Scopus-indexed publications in corpus linguistics

This project employs a scoping review framework (Munn et al. 2018) combined with quantitative bibliometric metrics to analyze all Scopus‑indexed publications from 2010 to 2020. It aims to identify the corpus types most frequently used, determine which languages receive the greatest research focus, idenify the main subfields of linguistics that utilize corpus methods, map temporal trends and emerging knowledge gaps, and highlight the notable underrepresentation of phonetic and phonological studies in corpus‑based research.

Methodological Framework

  • Data collection from the Scopus database using a multifaceted search query
  • Two-stage screening process (title screening followed by abstract review)
  • Annotation of corpus types (written, spoken, both, sign language) and languages covered
  • Mapping of research streams via quantitative bibliometric indicators

Key Findings

Corpus Types
  • Written corpora: 823 instances
  • Spoken corpora: 547 instances
  • Both written and spoken: 92 instances
  • Sign language corpora: 19 instances
Languages Covered
  • Total languages identified: 212
  • English (and its variants): 505 occurrences
  • Spanish: 164 occurrences
  • French: 84 occurrences
  • German: 71 occurrences

Research Streams and Contributions

  1. Computational Linguistics Hub: Combines NLP and Speech Recognition using large corpora for language processing tasks.
  2. Natural Language Processing (NLP): Focuses on algorithm development for analyzing linguistic patterns.
  3. Discourse Studies: Investigates language use in context through the integration of corpus methods and discourse analysis.
  4. Speech Perception & Processing: Explores auditory processing.
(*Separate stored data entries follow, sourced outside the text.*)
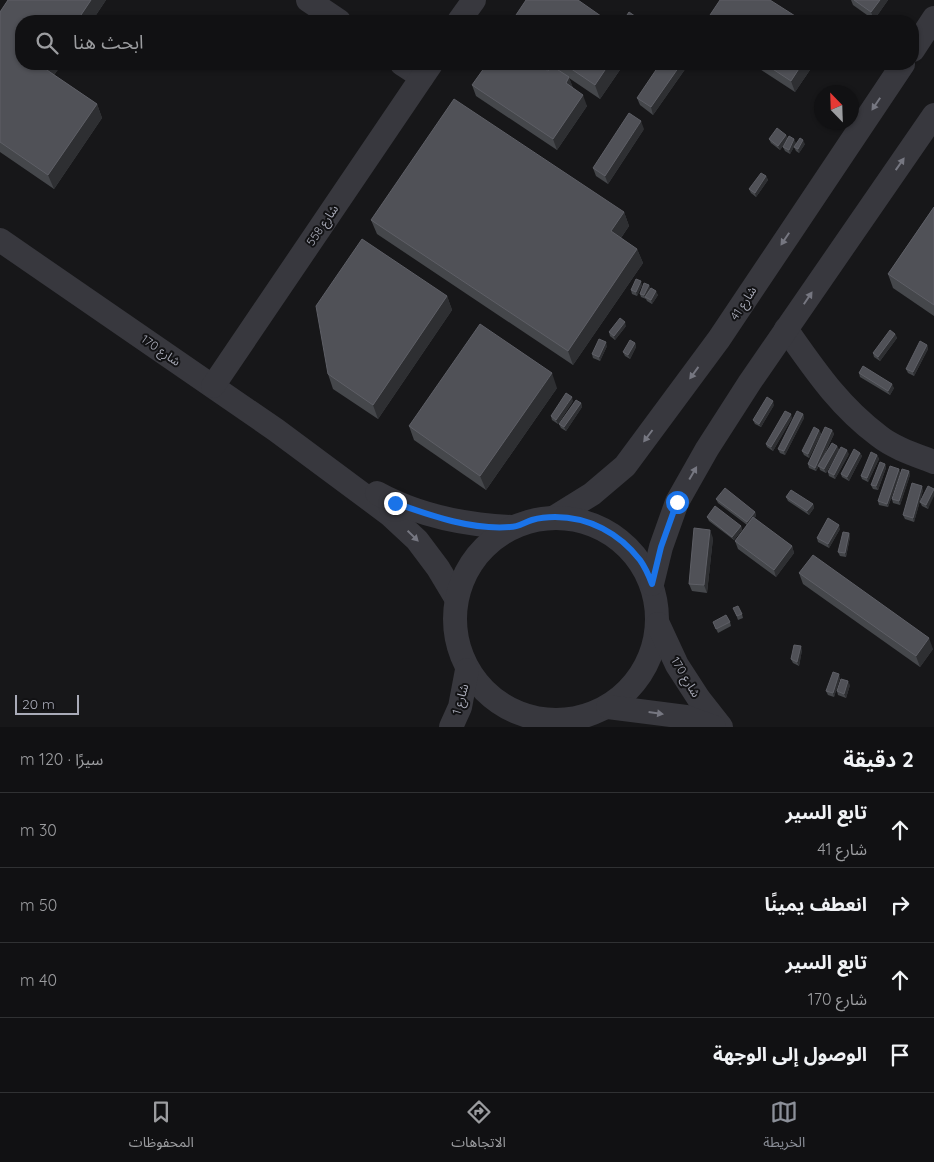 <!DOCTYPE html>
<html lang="ar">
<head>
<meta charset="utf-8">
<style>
  :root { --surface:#111113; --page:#1a1a1c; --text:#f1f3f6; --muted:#9c9da0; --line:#303133; --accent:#8c9099 }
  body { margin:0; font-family:Quicksand,"Noto Sans Arabic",sans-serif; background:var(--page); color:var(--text); direction:rtl }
  .compass { position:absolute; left:814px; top:85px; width:45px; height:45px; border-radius:50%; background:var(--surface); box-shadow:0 1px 4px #0004; rotate:337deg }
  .scale { position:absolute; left:15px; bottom:12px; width:64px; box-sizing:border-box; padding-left:5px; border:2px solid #a9abb8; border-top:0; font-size:14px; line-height:18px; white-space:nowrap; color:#a9abb8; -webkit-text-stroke:4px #121214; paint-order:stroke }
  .stop { position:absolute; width:15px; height:15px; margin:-11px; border:4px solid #1a73e8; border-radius:50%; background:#fff }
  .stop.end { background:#1a73e8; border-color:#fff; box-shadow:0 1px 5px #0008 }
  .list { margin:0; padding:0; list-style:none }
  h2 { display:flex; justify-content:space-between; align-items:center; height:65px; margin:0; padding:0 20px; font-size:21px }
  h2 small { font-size:16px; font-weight:400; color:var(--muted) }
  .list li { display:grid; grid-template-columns:32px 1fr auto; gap:15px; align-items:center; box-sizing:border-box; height:75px; padding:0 20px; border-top:1px solid var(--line) }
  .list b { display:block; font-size:19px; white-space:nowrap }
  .list p { margin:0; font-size:16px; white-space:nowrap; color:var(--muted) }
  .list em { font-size:16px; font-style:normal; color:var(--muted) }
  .icon { flex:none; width:28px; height:28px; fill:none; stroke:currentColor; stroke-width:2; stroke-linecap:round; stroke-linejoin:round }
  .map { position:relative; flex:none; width:934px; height:727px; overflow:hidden; direction:ltr }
  .search { position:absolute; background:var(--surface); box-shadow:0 1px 4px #0004; left:15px; right:15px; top:15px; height:55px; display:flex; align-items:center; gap:12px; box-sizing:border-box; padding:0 18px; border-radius:20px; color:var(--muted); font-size:19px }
  .sheet { height:365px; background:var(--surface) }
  nav { display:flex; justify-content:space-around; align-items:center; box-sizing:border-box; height:70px; border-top:1px solid var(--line); background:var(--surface); font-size:14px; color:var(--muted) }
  nav a { display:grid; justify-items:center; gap:2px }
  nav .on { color:var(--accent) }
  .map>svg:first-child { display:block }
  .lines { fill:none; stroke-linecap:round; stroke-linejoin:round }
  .minor { stroke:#38383e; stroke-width:24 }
  .wall { fill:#45474b }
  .shaded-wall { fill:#2e2f32 }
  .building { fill:#505157; stroke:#5e5f66 }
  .oneway { fill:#767781 }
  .route { stroke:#1a73e8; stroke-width:6 }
  .labels { text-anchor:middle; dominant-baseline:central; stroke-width:4; stroke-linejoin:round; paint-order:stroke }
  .street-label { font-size:12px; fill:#a9abb8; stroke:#121214 }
</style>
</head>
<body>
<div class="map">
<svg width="934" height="727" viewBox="0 0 934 727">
  <rect width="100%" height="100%" fill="#171719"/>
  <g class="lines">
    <!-- minor -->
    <g class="minor">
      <path d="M308,0L339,21"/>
      <path d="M459,21L474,0"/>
      <path d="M913,50L934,18"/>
      <path d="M402,64L422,77"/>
      <path d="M0,240L276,430L389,514L417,540L438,568L456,598"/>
      <path d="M786,329C815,370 838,405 879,436C894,448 916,455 934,462"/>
      <path d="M213,386L431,64"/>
      <path d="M377,493C419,516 464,525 512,527"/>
      <path d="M555,517L592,494L625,466L719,339L903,64"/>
      <circle cx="556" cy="619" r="101"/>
      <path d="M652,584L661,547L677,502L707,449L750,382L934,115"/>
      <path d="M658,624L677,665L699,699L721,727"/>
      <path d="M608,707L686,717L714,727"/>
      <path d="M451,727L460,707L467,670"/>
    </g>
  </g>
  <!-- wall -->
  <g class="wall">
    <path d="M8,0H106L92,21H21V64H62L54,75L97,104L102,118L54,189L0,152V12Z"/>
    <path d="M851,0H888L874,20L853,5Z"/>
    <path d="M549,64H624L600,99L569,78L573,88L587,106L557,150L476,96L472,85L548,71L552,66Z"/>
    <path d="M752,64H814L795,92Z"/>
    <path d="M688,65L653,115L640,105L637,98Z"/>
    <path d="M644,129L608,184L596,176L593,168Z"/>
    <path d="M786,135L788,139L780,150L771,143L769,139Z"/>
    <path d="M796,143L790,154L785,151L783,147Z"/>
    <path d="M805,144L799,153L796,151L794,147Z"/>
    <path d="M766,176L768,180L756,197L751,193L749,189Z"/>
    <path d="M934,207V316L893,288L888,274Z"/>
    <path d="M624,212L629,226L621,238L637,249L643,263L573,365L377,234L371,220Z"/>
    <path d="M642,285L637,296L632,294L631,290Z"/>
    <path d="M650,289L658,295L652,304L647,301L646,299L641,297L640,294Z"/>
    <path d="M447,296L452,310L378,419L333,389L328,374Z"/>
    <path d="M626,326L615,340L610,336L609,332Z"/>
    <path d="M895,334L897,338L880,361L874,357L873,353Z"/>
    <path d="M635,343L636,347L630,359L625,356L623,352Z"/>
    <path d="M927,345L928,349L914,376L908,373L906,369Z"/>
    <path d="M607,346L600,361L593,358L592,354Z"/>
    <path d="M859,373L894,388L890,395L860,377Z"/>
    <path d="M557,388L486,490L414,440L409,426Z"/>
    <path d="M573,401L558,424L552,420L551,416Z"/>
    <path d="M581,403L582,407L566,431L561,428L559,424Z"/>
    <path d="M774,405L761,427L755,424L753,420Z"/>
    <path d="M803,414L804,418L785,455L780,453L778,449Z"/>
    <path d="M792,418L773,451L767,447L766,444Z"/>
    <path d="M819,430L821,434L809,458L804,455L802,451Z"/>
    <path d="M832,430L834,434L822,460L837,446L839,450L826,473L820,470L819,466L816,471L809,468L808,464Z"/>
    <path d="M860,453L862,456L849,481L842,477L841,474Z"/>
    <path d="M849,454L835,479L829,476L828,472Z"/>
    <path d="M877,455L879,459L868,482L862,479L861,476Z"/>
    <path d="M885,464L886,468L878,490L873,489L871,485Z"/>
    <path d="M899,469L900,473L888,507L879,505L878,501Z"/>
    <path d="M909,471L910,475L900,505L893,503L892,499Z"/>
    <path d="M934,489L928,509L922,506L920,502Z"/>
    <path d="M923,490L914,522L905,519L903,515Z"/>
    <path d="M786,497L813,504L814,508L809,515L788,501Z"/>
    <path d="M716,499L755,512L756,516L754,518L792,546L794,553L776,577L738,549L735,541L747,525L718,503Z"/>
    <path d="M707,517L741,526L742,530L734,540L709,521Z"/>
    <path d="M840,529L829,548L818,542L817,538Z"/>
    <path d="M849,533L850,537L846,557L840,556L838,552Z"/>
    <path d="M713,538L707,593L692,591L689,584Z"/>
    <path d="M799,573L933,649L920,667L803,584Z"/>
    <path d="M735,612L742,614L743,618L738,620Z"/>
    <path d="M713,622H730L731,626L718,633Z"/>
    <path d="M802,650L799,666L793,663L791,659Z"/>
    <path d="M840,678L834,697L828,695L826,691Z"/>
    <path d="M850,685L846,698L838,695L837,691Z"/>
  </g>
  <!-- shaded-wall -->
  <g class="shaded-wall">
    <path d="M91,0H106L92,21H77Z"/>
    <path d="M880,0H888L874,20L871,12Z"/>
    <path d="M47,64H62L49,82L44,68Z"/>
    <path d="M609,64H624L600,99L595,85Z"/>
    <path d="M681,64H687L688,65L653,115L651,107Z"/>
    <path d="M802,64H814L795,92L791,81Z"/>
    <path d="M569,77L573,88L566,83Z"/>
    <path d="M583,95L587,106L557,150L553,139Z"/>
    <path d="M97,104L102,118L54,189L48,175Z"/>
    <path d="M641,121L644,129L608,184L605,176Z"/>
    <path d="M786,135L788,139L780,150L778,146Z"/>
    <path d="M794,139L796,143L790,154L789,150Z"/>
    <path d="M803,140L805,144L799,153L798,149Z"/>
    <path d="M766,176L768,180L756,197L755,193Z"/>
    <path d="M624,212L629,226L616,245L611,231Z"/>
    <path d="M637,249L643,263L573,365L568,351Z"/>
    <path d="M641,281L642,285L637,296L636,292Z"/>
    <path d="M649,285L651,289L645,297L646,299L644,295Z"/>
    <path d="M656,291L658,295L652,304L651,300Z"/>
    <path d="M447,296L452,310L378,419L373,405Z"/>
    <path d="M625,322L626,326L615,340L614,336Z"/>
    <path d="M895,334L897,338L880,361L878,357Z"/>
    <path d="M606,342L607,346L600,361L599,357Z"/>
    <path d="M635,343L636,347L630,359L628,355Z"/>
    <path d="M927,345L928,349L914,376L913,372Z"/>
    <path d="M552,373L557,388L486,490L480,476Z"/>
    <path d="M892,384L894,388L890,395L888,391Z"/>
    <path d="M572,397L573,401L558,424L556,420Z"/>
    <path d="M773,401L774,405L761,427L759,424Z"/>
    <path d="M581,403L582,407L566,431L564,427Z"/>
    <path d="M791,414L792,418L773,451L771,447Z"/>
    <path d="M803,414L804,418L785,455L784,451Z"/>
    <path d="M819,430L821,434L809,458L808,454Z"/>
    <path d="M832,430L834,434L816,471L815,468Z"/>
    <path d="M837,446L839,450L826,473L824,469Z"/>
    <path d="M847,450L849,454L835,479L834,475Z"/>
    <path d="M860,453L862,456L849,481L847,477Z"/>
    <path d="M877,455L879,459L868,482L867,478Z"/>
    <path d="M885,464L886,468L878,490L876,486Z"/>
    <path d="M899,469L900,473L888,507L887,504Z"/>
    <path d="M909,471L910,475L900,505L899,501Z"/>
    <path d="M922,486L923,490L914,522L913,518Z"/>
    <path d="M934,489V496L928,509L926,505Z"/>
    <path d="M813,504L814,508L809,515L807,511Z"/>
    <path d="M755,512L756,516L748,526L747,522Z"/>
    <path d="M839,525L840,529L829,548L828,544Z"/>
    <path d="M741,526L742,530L734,540L732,537Z"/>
    <path d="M710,530L713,538L707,593L704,585Z"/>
    <path d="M849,533L850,537L846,557L845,553Z"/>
    <path d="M792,546L794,553L776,577L774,570Z"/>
    <path d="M929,638L933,649L920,667L916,656Z"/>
    <path d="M801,646L802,650L799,666L797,662Z"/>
    <path d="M839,674L840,678L834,697L833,693Z"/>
    <path d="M848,681L850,685L846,698L844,694Z"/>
  </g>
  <!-- building -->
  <g class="building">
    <path d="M8,0H91L77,21H21V64H47L44,68L97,104L48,175L0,142V12Z"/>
    <path d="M526,0H578L608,21H512Z"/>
    <path d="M720,0H770L803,21H706Z"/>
    <path d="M854,0H880L871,12Z"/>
    <path d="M629,12L642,21H629L625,18Z"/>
    <path d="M487,64H537L548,71L552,66L569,77L566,83L583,95L553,139L472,85Z"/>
    <path d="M564,64H609L595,85Z"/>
    <path d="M660,64H681L651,107L637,98Z"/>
    <path d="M765,64H802L791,81Z"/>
    <path d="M454,99L624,212L611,231L637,249L568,351L371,220Z"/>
    <path d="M629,113L641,121L605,176L593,168Z"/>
    <path d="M777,128L786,135L778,146L769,139Z"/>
    <path d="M789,136L794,139L789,150L783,147Z"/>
    <path d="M800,138L803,140L798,149L794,147Z"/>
    <path d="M761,173L766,176L755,193L749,189Z"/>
    <path d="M934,207V305L888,274Z"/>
    <path d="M362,239L447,296L373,405L328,374L316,306Z"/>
    <path d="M636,279L641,281L636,292L631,290Z"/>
    <path d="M644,283L649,285L644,295L640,294Z"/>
    <path d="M651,288L656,291L651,300L645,297Z"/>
    <path d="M620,318L625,322L614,336L609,332Z"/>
    <path d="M480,324L552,373L480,476L409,426Z"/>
    <path d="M890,330L895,334L878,357L873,353Z"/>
    <path d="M599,339L606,342L599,357L592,354Z"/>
    <path d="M630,340L635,343L628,355L623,352Z"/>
    <path d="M920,341L927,345L913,372L906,369Z"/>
    <path d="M863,366L892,384L888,391L859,373Z"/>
    <path d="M566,393L572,397L556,420L551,416Z"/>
    <path d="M767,397L773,401L759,424L753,420Z"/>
    <path d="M576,400L581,403L564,427L559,424Z"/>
    <path d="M785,411L791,414L771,447L766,444Z"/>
    <path d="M797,411L803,414L784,451L778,449Z"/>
    <path d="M814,427L819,430L808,454L802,451Z"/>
    <path d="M825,427L832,430L815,468L808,464Z"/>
    <path d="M832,443L837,446L824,469L818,466Z"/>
    <path d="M841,447L847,450L834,475L828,472Z"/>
    <path d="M854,449L860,453L847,477L841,474Z"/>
    <path d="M871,452L877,455L867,478L861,476Z"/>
    <path d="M880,462L885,464L876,486L871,485Z"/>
    <path d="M890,466L899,469L887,504L878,501Z"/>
    <path d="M902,469L909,471L899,501L892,499Z"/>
    <path d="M912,483L922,486L913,518L903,515Z"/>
    <path d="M928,486L934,489L926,505L920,502Z"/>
    <path d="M725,488L755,512L747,522L716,499Z"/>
    <path d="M791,490L813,504L807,511L786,497Z"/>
    <path d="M715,506L741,526L732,537L707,517Z"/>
    <path d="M753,517L792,546L774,570L735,541Z"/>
    <path d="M828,518L839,525L828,544L817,538Z"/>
    <path d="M694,528L710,530L704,585L689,584Z"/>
    <path d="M843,532L849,533L845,553L838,552Z"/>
    <path d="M813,555L929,638L916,656L799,573Z"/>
    <path d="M738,606L742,614L737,616L733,608Z"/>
    <path d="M726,615L730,622L716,629L713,622Z"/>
    <path d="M794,645L801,646L797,662L791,659Z"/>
    <path d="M833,672L839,674L833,693L826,691Z"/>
    <path d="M841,679L848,681L844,694L837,691Z"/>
  </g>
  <!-- one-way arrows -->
  <defs><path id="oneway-solid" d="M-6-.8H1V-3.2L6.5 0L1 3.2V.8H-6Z" transform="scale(1.25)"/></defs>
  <g class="oneway">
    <use href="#oneway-solid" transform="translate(876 104) rotate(124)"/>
    <use href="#oneway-solid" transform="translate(900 164) rotate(-55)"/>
    <use href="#oneway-solid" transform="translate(785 239) rotate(124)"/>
    <use href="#oneway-solid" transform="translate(808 298) rotate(-56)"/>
    <use href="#oneway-solid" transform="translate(694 373) rotate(126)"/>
    <use href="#oneway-solid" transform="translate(648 436) rotate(127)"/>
    <use href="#oneway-solid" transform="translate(693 473) rotate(-60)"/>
    <use href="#oneway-solid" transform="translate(413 536) rotate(44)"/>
    <use href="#oneway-solid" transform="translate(656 713) rotate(8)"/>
  </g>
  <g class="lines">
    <!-- route -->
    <path class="route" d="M395,503C432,516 471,530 510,527C518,527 525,522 532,520C539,518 548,517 555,517C589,517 619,533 640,560C645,567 649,576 652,584L661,547L677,502"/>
  </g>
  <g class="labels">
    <!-- street labels -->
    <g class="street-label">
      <text transform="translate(322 225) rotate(-56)">شارع 558</text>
      <text transform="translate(743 303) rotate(-57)">شارع 41</text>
      <text transform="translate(161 350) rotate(35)">شارع 170</text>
      <text transform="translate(686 677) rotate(59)">شارع 170</text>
      <text transform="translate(460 699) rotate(-74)">شارع 1</text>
    </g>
  </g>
</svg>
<svg class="compass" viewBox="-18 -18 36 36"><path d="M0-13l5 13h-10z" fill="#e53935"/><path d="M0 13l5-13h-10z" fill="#9c9da0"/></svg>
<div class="scale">20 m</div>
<div class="stop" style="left:677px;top:502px"></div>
<div class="stop end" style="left:395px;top:503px"></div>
<div class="search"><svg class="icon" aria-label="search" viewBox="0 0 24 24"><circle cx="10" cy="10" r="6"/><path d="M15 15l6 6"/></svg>ابحث هنا</div>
</div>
<section class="sheet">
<h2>2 دقيقة<small>سيرًا · 120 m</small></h2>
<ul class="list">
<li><svg class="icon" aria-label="ahead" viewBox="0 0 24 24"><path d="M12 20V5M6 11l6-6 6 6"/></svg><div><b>تابع السير</b><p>شارع 41</p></div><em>30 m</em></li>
<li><svg class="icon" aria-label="right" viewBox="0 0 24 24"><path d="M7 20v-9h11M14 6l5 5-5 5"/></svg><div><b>انعطف يمينًا</b></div><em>50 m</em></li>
<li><svg class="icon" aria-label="ahead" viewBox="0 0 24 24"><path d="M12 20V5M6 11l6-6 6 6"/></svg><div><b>تابع السير</b><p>شارع 170</p></div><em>40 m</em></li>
<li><svg class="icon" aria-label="arrive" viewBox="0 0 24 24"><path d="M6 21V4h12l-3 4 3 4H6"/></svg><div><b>الوصول إلى الوجهة</b></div></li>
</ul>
</section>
<nav>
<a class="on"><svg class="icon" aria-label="map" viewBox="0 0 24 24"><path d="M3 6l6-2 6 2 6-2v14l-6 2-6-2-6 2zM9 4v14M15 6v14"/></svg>الخريطة</a>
<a><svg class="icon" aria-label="directions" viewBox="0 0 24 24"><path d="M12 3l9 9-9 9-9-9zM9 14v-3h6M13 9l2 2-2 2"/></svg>الاتجاهات</a>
<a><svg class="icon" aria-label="saved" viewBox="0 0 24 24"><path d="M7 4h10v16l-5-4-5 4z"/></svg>المحفوظات</a>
</nav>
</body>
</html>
Yet studies on phonetics and phonology applying corpus methods remain comparatively uncommon.

Conclusion

This bibliometric analysis highlights the evolving landscape of corpus linguistic research. The findings illuminate the extensive use of written data, underepresenation of certain languages and predominance of the research, mainly on Germanic languages, and the emergence of distinct research streams that collectively inform current scholarly practices and future research directions in the field.